To prevent future breast cancers at the Bridge, in the community around it and communities across the globe, we need fundamental social change. That must include reframing how scientific research is conducted, making prevention a key goal, eliminating corporate interests and profits from the disease, and breaking the silence about environmental connections to breast cancer.

Awareness-raising alone is an ineffective solution to the breast cancer epidemic.

We must reduce, replace, and eliminate exposures to breast carcinogens and endocrine-disrupting chemicals in workplaces, communities and personal care products.

We must put controls on pollutants or develop alternatives to prevent air pollution linked to a higher risk of premenopausal breast cancer.

We must include social determinants of health and commercial determinants of health in our strategies to mitigate risk and prevent breast cancer disparities in women’s specific populations.

Many exposures are outside the control of individual women; they are involuntary exposures not modifiable with lifestyle or behavioural changes.

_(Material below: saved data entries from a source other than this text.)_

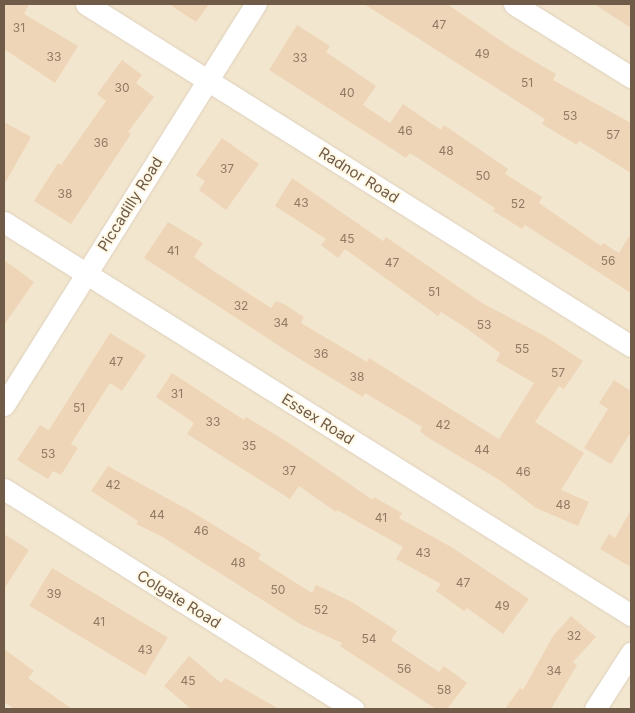 <!DOCTYPE html>
<style>
body{margin:0}
#map{position:relative;width:635px;height:713px;overflow:hidden;background:#fbf4df;font-family:Inter,sans-serif}
div>[style]{position:absolute}
[style*='--x']{left:calc(var(--x)*1px);top:calc(var(--y)*1px);width:calc(var(--w)*1px);rotate:calc(var(--a)*1deg)}
.residential>*{inset:0;background:#f2e6ce;transform-origin:0 0}
.building>*{inset:0;background:#efd5b8;transform-origin:0 0}
.roads{filter:drop-shadow(0 0 1px #ded0bc) drop-shadow(0 0 1px #ded0bc)}
.minor>*{height:21px;margin:-10.5px;padding:0 10.5px;transform-origin:10.5px;border-radius:10.5px;background:#fff}
span{translate:-50% -50%;white-space:nowrap;text-align:center;line-height:1.15;-webkit-text-stroke:4px #fef8e5;paint-order:stroke}
.number-label{font-size:12px;color:#907a64}
.number-label span{-webkit-text-stroke-width:0}
.street-label{font-size:15px;color:#705b48}
.frame{position:absolute;inset:0;border:5px solid #705b48;pointer-events:none}
</style>
<div id="map">
<div class="residential">
<div style="left:4px;top:4px;width:627px;height:705px"></div>
</div>
<div class="building">
<div style="clip-path:polygon(4px 4px,29px 4px,24px 14px,78px 46px,55px 83px,4px 49px)"></div>
<div style="clip-path:polygon(169px 4px,209px 4px,196px 22px)"></div>
<div style="clip-path:polygon(364px 4px,447px 4px,510px 47px,556px 74px,553px 80px,631px 123px,631px 173px,579px 141px,577px 145px,542px 124px,545px 119px)"></div>
<div style="clip-path:polygon(594px 4px,631px 4px,631px 28px,611px 15px)"></div>
<div style="clip-path:polygon(297px 25px,330px 46px,326px 52px,376px 86px,363px 105px,390px 123px,403px 104px,441px 130px,444px 125px,508px 169px,505px 174px,542px 197px,539px 203px,601px 246px,603px 243px,619px 253px,631px 233px,631px 293px,525px 225px,522px 229px,493px 211px,495px 208px,410px 153px,406px 158px,269px 70px)"></div>
<div style="clip-path:polygon(122px 60px,142px 75px,136px 83px,154px 97px,128px 132px,131px 134px,71px 224px,34px 201px,58px 163px,61px 165px,106px 101px,97px 94px)"></div>
<div style="clip-path:polygon(4px 122px,31px 137px,4px 185px)"></div>
<div style="clip-path:polygon(222px 138px,259px 164px,226px 210px,199px 190px,205px 181px,196px 175px)"></div>
<div style="clip-path:polygon(292px 178px,383px 241px,386px 237px,482px 303px,543px 335px,583px 361px,564px 389px,559px 386px,535px 422px,584px 453px,561px 490px,589px 502px,578px 526px,536px 508px,501px 481px,427px 437px,420px 431px,422px 427px,365px 393px,363px 397px,298px 358px,144px 258px,168px 222px,203px 243px,194px 257px,212px 270px,271px 308px,276px 301px,284px 304px,304px 317px,301px 323px,367px 362px,369px 358px,499px 439px,534px 383px,496px 361px,500px 353px,466px 328px,441px 312px,438px 316px,345px 249px,338px 258px,321px 245px,326px 239px,275px 206px)"></div>
<div style="clip-path:polygon(4px 260px,34px 282px,4px 325px)"></div>
<div style="clip-path:polygon(110px 333px,146px 355px,122px 391px,110px 383px,71px 444px,78px 448px,61px 475px,53px 471px,48px 479px,17px 460px,40px 425px,49px 430px)"></div>
<div style="clip-path:polygon(172px 373px,244px 420px,246px 417px,289px 443px,373px 500px,374px 497px,402px 513px,399px 518px,453px 548px,529px 599px,503px 634px,467px 608px,464px 611px,436px 591px,441px 584px,396px 559px,403px 547px,337px 510px,336px 512px,299px 486px,290px 499px,187px 434px,194px 423px,156px 397px)"></div>
<div style="clip-path:polygon(614px 380px,631px 391px,631px 432px,611px 464px,584px 448px,608px 409px,599px 403px)"></div>
<div style="clip-path:polygon(108px 466px,194px 513px,261px 554px,258px 559px,312px 593px,316px 585px,350px 601px,397px 631px,391px 640px,439px 672px,444px 666px,467px 683px,447px 709px,436px 709px,340px 646px,342px 643px,302px 625px,161px 536px,136px 524px,138px 521px,91px 491px)"></div>
<div style="clip-path:polygon(631px 510px,631px 567px,600px 549px,609px 534px,615px 538px)"></div>
<div style="clip-path:polygon(4px 534px,29px 550px,4px 589px)"></div>
<div style="left:52px;top:568px;width:135px;height:44px;rotate:31deg"></div>
<div style="clip-path:polygon(571px 616px,596px 637px,573px 662px,577px 665px,551px 709px,505px 709px,520px 688px,523px 690px,553px 636px)"></div>
<div style="clip-path:polygon(4px 649px,34px 671px,28px 678px,72px 709px,14px 709px,4px 702px)"></div>
<div style="clip-path:polygon(189px 656px,221px 683px,225px 678px,279px 709px,191px 709px,164px 686px)"></div>
</div>
<div class="roads">
<div class="minor">
<div style="--x:86;--y:4;--w:643;--a:32.11"></div>
<div style="--x:514;--y:4;--w:138;--a:32"></div>
<div style="--x:4;--y:222;--w:740;--a:32.08"></div>
<div style="--x:4;--y:405;--w:474;--a:-57.9"></div>
<div style="--x:4;--y:489;--w:413;--a:32.2"></div>
<div style="--x:595;--y:709;--w:67;--a:-57.3"></div>
</div>
</div>
<div class="number-label">
<span style="left:439px;top:25px">47</span>
<span style="left:19px;top:28px">31</span>
<span style="left:482px;top:54px">49</span>
<span style="left:54px;top:57px">33</span>
<span style="left:300px;top:58px">33</span>
<span style="left:527px;top:83px">51</span>
<span style="left:122px;top:88px">30</span>
<span style="left:347px;top:93px">40</span>
<span style="left:570px;top:116px">53</span>
<span style="left:405px;top:131px">46</span>
<span style="left:613px;top:135px">57</span>
<span style="left:101px;top:143px">36</span>
<span style="left:446px;top:151px">48</span>
<span style="left:227px;top:169px">37</span>
<span style="left:483px;top:176px">50</span>
<span style="left:65px;top:194px">38</span>
<span style="left:301px;top:203px">43</span>
<span style="left:518px;top:204px">52</span>
<span style="left:347px;top:239px">45</span>
<span style="left:173px;top:251px">41</span>
<span style="left:608px;top:261px">56</span>
<span style="left:392px;top:263px">47</span>
<span style="left:434px;top:292px">51</span>
<span style="left:241px;top:306px">32</span>
<span style="left:281px;top:323px">34</span>
<span style="left:484px;top:325px">53</span>
<span style="left:522px;top:349px">55</span>
<span style="left:321px;top:354px">36</span>
<span style="left:116px;top:362px">47</span>
<span style="left:558px;top:373px">57</span>
<span style="left:357px;top:377px">38</span>
<span style="left:177px;top:394px">31</span>
<span style="left:79px;top:408px">51</span>
<span style="left:213px;top:422px">33</span>
<span style="left:443px;top:425px">42</span>
<span style="left:249px;top:446px">35</span>
<span style="left:482px;top:450px">44</span>
<span style="left:48px;top:454px">53</span>
<span style="left:289px;top:471px">37</span>
<span style="left:523px;top:472px">46</span>
<span style="left:113px;top:485px">42</span>
<span style="left:563px;top:505px">48</span>
<span style="left:157px;top:515px">44</span>
<span style="left:381px;top:518px">41</span>
<span style="left:201px;top:531px">46</span>
<span style="left:423px;top:553px">43</span>
<span style="left:238px;top:563px">48</span>
<span style="left:463px;top:583px">47</span>
<span style="left:278px;top:590px">50</span>
<span style="left:54px;top:594px">39</span>
<span style="left:502px;top:606px">49</span>
<span style="left:321px;top:610px">52</span>
<span style="left:99px;top:622px">41</span>
<span style="left:574px;top:636px">32</span>
<span style="left:369px;top:639px">54</span>
<span style="left:145px;top:650px">43</span>
<span style="left:404px;top:669px">56</span>
<span style="left:554px;top:671px">34</span>
<span style="left:188px;top:681px">45</span>
<span style="left:444px;top:690px">58</span>
</div>
<div class="street-label">
<span style="left:359px;top:175px;rotate:32deg">Radnor Road</span>
<span style="left:130px;top:204px;rotate:-58deg">Piccadilly Road</span>
<span style="left:318px;top:419px;rotate:32deg">Essex Road</span>
<span style="left:179px;top:599px;rotate:32deg">Colgate Road</span>
</div>
<div class="frame"></div>
</div>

Systemic changes with the protection of the public are fundamental to prevention.

The Canadian Environmental Protection Act (CEPA) and other environmental laws are breast cancer-prevention policies. In particular, the right to a healthy environment under CEPA must be upheld and can aid in cancer prevention.

We need the political will to implement, enforce and extend policies that prevent breast cancer: policies that deliver clean transportation and public transit systems; eliminate toxic chemicals from product manufacturing; support workers through just transitions; and restructure how we live, work, learn, travel, and play.

The knowledge and experience of the women from the Ambassador Bridge are important pieces of future breast cancer-prevention strategies, connecting the dots between phasing out our fossil fuel-based economy and breast cancer prevention.

Preventing exposure to toxic, fossil fuel-based pollutants is not only a moral and public health imperative; it is also a sound long-term investment that reduces health-care costs, strengthens communities, and advances human rights.